What you will do
Among the lines below, count those with "fabs". Give only the number.
Top of Data records
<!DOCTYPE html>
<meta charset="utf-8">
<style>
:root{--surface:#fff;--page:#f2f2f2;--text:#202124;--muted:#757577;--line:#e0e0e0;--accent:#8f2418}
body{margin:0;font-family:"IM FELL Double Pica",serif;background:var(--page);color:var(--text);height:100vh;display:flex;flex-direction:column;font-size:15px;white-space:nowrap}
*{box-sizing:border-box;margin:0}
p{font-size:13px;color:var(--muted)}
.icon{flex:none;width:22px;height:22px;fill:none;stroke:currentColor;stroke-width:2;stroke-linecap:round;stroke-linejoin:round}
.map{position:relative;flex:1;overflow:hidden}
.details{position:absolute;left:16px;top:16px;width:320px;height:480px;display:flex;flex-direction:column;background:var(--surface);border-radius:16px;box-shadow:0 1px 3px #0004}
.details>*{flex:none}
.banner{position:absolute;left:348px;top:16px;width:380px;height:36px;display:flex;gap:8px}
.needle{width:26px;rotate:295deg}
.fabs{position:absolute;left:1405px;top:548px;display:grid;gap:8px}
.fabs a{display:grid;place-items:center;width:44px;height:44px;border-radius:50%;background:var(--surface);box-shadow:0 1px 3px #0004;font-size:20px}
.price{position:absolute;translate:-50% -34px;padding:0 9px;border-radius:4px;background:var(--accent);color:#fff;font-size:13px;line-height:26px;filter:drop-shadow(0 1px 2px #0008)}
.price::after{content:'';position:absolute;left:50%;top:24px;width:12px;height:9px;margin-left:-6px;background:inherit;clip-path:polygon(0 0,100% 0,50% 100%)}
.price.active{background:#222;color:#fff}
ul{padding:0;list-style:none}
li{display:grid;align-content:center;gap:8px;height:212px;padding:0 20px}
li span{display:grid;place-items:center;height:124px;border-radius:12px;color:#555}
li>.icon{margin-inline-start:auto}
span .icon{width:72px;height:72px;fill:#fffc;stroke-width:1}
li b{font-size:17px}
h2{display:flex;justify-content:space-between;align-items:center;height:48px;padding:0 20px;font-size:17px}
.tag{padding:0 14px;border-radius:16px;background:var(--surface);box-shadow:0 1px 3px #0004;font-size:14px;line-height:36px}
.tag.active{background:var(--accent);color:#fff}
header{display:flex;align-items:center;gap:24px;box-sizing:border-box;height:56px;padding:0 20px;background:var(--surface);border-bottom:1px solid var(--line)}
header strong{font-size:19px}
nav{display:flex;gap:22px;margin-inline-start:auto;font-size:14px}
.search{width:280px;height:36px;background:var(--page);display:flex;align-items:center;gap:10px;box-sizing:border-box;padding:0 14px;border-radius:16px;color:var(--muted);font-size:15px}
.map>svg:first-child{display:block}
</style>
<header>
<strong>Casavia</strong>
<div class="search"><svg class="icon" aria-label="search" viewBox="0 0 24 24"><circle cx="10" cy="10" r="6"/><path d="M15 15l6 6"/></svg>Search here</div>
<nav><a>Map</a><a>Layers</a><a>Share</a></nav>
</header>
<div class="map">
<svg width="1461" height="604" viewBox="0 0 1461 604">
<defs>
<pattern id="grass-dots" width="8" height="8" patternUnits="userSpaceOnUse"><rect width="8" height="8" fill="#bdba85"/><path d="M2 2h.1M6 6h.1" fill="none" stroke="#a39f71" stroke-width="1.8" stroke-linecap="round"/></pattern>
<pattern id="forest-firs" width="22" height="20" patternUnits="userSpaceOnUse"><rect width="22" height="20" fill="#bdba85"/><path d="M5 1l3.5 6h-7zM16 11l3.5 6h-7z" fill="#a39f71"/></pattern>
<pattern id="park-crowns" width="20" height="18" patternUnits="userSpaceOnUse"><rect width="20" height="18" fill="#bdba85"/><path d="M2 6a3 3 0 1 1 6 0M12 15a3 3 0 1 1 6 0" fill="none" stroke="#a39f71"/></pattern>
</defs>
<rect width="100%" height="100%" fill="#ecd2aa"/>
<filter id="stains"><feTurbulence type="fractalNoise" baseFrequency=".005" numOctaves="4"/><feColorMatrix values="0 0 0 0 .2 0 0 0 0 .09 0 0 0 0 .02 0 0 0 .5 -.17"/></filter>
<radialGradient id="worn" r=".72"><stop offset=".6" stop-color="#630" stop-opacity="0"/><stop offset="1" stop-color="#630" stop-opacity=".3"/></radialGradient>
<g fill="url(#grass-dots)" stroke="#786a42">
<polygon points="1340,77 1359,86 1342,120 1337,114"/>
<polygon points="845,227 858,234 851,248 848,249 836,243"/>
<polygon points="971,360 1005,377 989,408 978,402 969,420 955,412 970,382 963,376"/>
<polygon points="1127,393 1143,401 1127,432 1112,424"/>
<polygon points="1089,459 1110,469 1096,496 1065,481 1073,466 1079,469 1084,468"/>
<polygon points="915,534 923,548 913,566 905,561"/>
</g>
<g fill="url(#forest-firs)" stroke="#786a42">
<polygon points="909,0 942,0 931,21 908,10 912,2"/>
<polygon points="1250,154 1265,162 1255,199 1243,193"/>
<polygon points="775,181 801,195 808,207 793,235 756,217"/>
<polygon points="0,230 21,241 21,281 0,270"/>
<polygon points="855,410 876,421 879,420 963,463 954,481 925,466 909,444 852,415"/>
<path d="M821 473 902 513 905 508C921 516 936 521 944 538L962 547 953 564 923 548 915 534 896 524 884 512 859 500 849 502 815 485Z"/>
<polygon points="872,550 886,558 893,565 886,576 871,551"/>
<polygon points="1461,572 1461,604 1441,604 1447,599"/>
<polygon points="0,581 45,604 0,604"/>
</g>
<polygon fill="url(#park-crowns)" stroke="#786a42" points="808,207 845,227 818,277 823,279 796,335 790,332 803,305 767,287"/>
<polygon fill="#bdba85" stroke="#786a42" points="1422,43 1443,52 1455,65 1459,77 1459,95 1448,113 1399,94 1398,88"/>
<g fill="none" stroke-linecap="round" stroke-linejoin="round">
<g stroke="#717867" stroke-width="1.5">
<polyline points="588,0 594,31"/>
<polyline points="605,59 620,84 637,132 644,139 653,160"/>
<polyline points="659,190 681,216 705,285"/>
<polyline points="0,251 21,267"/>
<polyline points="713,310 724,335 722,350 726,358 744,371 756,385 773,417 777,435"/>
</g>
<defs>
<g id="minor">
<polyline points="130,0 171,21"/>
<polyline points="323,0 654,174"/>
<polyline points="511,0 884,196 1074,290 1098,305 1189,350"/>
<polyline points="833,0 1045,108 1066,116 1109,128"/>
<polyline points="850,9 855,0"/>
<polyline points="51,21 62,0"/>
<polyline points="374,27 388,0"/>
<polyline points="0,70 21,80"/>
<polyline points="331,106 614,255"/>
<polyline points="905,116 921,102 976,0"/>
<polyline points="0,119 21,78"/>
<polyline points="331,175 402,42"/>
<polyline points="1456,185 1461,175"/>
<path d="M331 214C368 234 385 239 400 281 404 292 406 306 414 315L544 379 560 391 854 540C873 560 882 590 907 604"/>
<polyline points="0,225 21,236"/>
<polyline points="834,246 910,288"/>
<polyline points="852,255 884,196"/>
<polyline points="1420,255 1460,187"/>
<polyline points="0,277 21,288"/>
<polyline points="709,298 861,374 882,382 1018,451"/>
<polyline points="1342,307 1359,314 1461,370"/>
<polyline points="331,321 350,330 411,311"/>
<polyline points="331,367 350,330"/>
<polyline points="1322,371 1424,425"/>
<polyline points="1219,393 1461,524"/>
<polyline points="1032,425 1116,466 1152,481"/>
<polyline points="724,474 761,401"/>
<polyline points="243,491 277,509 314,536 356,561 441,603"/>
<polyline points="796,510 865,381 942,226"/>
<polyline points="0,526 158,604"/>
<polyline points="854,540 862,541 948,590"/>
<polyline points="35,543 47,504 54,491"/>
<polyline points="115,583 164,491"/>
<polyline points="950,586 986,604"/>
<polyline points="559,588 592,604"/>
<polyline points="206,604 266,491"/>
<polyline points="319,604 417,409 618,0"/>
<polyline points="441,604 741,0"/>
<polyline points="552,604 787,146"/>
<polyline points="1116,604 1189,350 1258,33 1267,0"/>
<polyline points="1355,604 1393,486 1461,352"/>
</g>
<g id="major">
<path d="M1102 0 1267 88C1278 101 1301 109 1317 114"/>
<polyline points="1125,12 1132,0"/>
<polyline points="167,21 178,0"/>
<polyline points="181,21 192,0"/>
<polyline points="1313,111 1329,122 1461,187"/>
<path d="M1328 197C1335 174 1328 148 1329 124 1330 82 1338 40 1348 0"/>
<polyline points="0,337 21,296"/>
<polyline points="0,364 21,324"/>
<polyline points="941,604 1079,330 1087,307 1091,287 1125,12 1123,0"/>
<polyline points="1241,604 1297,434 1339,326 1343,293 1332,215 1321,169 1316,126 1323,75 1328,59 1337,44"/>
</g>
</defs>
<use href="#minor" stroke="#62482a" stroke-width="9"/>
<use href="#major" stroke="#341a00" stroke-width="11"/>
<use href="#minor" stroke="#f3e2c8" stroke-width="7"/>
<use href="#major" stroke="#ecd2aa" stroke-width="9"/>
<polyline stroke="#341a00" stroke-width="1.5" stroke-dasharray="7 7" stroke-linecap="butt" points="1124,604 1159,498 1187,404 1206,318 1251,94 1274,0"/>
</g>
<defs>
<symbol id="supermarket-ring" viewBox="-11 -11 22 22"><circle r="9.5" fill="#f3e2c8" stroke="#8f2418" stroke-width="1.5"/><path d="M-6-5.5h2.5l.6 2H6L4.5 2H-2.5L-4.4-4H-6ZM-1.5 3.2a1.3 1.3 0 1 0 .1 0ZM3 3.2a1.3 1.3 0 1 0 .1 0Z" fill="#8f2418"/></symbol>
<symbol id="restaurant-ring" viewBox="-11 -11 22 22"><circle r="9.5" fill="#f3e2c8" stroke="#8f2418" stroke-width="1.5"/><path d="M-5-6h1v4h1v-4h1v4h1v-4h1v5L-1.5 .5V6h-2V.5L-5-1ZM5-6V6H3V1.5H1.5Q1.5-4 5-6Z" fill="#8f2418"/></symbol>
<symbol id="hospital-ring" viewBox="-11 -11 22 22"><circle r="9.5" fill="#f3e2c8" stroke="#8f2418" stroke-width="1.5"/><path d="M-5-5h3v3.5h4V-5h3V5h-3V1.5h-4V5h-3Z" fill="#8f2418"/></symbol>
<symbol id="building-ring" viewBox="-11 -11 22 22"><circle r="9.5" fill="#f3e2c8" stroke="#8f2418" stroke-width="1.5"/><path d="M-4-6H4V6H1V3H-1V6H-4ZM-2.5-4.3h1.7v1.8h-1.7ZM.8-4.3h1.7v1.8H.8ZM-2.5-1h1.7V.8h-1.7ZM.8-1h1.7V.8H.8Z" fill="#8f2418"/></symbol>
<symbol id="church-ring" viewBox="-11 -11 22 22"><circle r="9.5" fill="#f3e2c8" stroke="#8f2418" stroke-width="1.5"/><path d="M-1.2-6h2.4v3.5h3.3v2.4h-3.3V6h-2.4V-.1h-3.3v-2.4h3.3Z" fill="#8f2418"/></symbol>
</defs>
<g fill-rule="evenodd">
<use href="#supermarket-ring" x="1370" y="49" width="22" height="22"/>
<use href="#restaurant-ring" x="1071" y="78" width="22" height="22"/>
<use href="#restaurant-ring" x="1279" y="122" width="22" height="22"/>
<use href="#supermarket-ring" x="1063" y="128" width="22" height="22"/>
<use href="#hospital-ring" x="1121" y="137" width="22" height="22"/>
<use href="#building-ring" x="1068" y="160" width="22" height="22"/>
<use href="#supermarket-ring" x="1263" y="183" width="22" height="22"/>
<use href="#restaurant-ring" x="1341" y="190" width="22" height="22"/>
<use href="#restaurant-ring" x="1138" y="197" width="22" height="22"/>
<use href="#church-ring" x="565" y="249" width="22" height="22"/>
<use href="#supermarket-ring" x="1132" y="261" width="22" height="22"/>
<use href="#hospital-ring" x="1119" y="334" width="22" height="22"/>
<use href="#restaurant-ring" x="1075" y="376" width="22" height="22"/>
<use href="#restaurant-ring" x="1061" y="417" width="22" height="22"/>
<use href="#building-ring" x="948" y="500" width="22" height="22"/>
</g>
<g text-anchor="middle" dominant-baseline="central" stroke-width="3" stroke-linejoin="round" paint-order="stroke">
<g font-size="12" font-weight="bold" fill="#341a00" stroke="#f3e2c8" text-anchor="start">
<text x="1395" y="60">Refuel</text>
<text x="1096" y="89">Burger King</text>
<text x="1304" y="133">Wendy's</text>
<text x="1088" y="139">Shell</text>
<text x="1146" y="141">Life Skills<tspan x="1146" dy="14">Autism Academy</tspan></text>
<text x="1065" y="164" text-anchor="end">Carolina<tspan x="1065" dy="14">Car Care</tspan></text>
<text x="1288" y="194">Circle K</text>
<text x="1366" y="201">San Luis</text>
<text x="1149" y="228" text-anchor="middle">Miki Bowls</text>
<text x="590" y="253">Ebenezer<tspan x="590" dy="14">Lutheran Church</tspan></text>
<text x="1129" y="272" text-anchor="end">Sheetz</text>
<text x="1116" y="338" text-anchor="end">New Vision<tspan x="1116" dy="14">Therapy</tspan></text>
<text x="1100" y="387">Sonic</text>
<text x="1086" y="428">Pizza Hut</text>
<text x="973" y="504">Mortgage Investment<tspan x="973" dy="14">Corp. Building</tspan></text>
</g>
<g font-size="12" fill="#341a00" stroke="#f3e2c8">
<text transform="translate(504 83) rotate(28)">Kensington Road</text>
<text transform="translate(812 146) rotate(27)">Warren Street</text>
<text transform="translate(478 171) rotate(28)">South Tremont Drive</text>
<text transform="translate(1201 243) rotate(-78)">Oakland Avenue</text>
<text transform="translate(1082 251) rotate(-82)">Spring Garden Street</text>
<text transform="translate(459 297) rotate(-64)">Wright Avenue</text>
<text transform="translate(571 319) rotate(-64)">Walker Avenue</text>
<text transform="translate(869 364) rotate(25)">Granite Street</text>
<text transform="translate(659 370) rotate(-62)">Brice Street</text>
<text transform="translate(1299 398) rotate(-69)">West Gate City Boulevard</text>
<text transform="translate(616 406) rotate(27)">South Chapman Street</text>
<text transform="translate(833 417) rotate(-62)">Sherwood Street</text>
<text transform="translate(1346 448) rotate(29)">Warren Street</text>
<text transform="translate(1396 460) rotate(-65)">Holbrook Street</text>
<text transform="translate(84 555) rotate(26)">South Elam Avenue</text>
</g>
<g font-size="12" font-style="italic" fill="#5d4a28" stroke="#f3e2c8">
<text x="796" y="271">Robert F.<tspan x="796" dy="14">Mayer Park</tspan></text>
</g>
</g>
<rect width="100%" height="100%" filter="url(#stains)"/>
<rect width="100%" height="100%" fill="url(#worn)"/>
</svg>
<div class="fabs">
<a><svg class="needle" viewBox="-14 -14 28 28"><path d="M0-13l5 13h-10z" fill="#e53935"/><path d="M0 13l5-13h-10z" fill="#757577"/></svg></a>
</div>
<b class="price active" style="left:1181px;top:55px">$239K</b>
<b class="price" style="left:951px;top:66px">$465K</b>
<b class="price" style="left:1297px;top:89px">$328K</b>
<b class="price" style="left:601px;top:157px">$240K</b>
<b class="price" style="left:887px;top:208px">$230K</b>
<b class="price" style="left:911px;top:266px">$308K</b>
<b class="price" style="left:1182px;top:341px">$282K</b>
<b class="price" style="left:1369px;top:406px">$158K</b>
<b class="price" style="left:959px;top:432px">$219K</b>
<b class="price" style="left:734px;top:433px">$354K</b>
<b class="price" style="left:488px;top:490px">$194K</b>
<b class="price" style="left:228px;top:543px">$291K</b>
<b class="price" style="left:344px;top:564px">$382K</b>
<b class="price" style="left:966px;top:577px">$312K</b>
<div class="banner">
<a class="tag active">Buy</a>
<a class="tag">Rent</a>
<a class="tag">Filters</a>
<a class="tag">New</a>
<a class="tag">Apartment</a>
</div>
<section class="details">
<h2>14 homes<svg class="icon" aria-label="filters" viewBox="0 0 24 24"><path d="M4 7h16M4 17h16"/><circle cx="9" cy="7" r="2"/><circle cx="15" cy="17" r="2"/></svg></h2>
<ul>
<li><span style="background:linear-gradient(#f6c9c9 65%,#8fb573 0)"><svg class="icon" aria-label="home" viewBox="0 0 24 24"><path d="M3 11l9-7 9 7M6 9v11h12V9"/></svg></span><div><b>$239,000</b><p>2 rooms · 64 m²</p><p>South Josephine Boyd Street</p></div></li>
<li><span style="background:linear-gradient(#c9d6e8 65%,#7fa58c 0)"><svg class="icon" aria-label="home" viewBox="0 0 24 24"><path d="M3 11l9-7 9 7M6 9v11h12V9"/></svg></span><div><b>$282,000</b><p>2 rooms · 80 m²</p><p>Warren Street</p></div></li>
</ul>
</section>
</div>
Bottom of Data records
Result for this exercise
3